Typically, high-performance charging in the kilowatt range relies on copper coils. In this device, high-temperature superconducting coil windings are separated from one another by spacers. “This trick significantly reduces alternating current loss in the coil,” said Christoph Utschick of TUM. “As a result, power transmission as high as the kilowatt range is possible.”
The team chose a coil diameter for their prototype that resulted in a higher power density than is possible in commercially available systems. “The basic idea with superconducting coils is to achieve the lowest possible alternating current resistance within the smallest possible winding space and thus to compensate for the reduced geometric coupling,” said Utschick.
An important tradeoff was the distance between coil windings. Too large, and the power density is lowered. Too small, and superconduction would collapse. “We optimized the distance between the individual windings using analytical and numerical simulations,” said Utschick. “The separation is approximately equal to half the width of the tape conductor.”
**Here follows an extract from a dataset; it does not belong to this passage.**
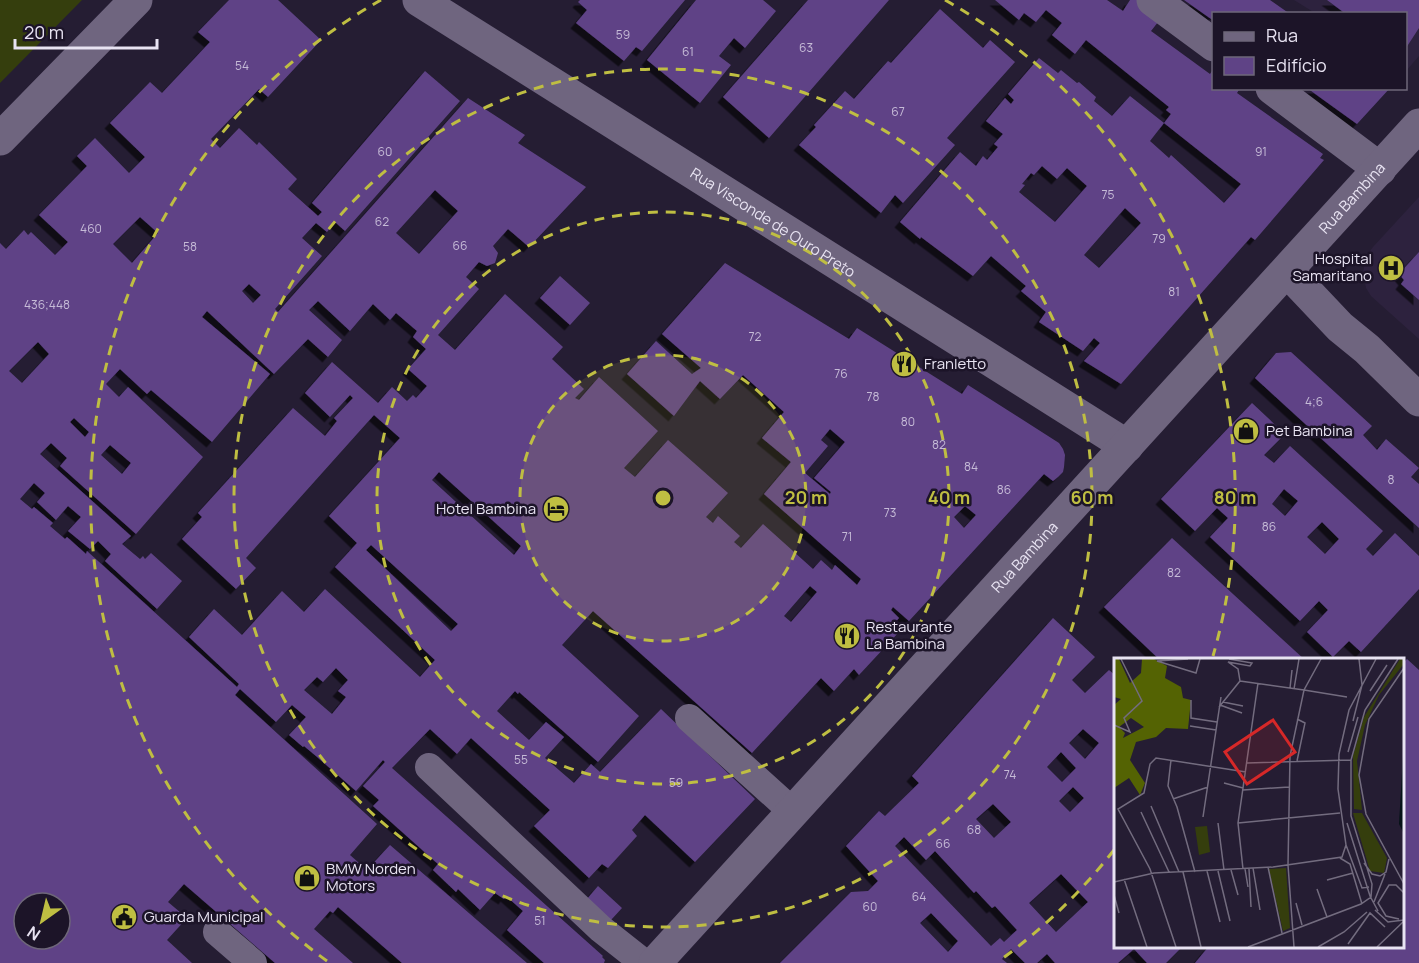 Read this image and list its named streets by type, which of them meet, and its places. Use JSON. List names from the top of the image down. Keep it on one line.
{"streets":{"street":["Rua Bambina","Rua Visconde de Ouro Preto"]},"crossings":[["Rua Bambina","Rua Visconde de Ouro Preto"]],"places":{"hospital":["Hospital Samaritano"],"restaurant":["Franletto","Restaurante La Bambina"],"shop":["Pet Bambina","BMW Norden Motors"],"hotel":["Hotel Bambina"],"public building":["Guarda Municipal"]},"house_numbers":["59","63","61","54","67","60","91","75","62","460","79","66","58","81","436;448","72","76","78","4;6","80","82","84","8","86","73","86","71","82","55","74","59","68","66","64","60","51"],"legend":["Rua","Edifício"],"scale_bar":"20 m","north":"bottom left","rings":["20 m","40 m","60 m","80 m"]}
The researchers plan to work on further increasing the amount of transmittable power. There is an issue with wide-scale applicability, however: the coils need constant cooling from liquid nitrogen, and the cooling vessels can’t be metal. “There is as yet no cryostat like this which is commercially available. This will mean an extensive amount of further development effort,” says Rudolf Gross, Professor for Technical Physics at the Technical University of Munich and Director of the Walther-Meissner-Institute of the Bavarian Academy of Sciences and Humanities. “But the achievements up to now represent major progress for contactless power transmission at high power levels.”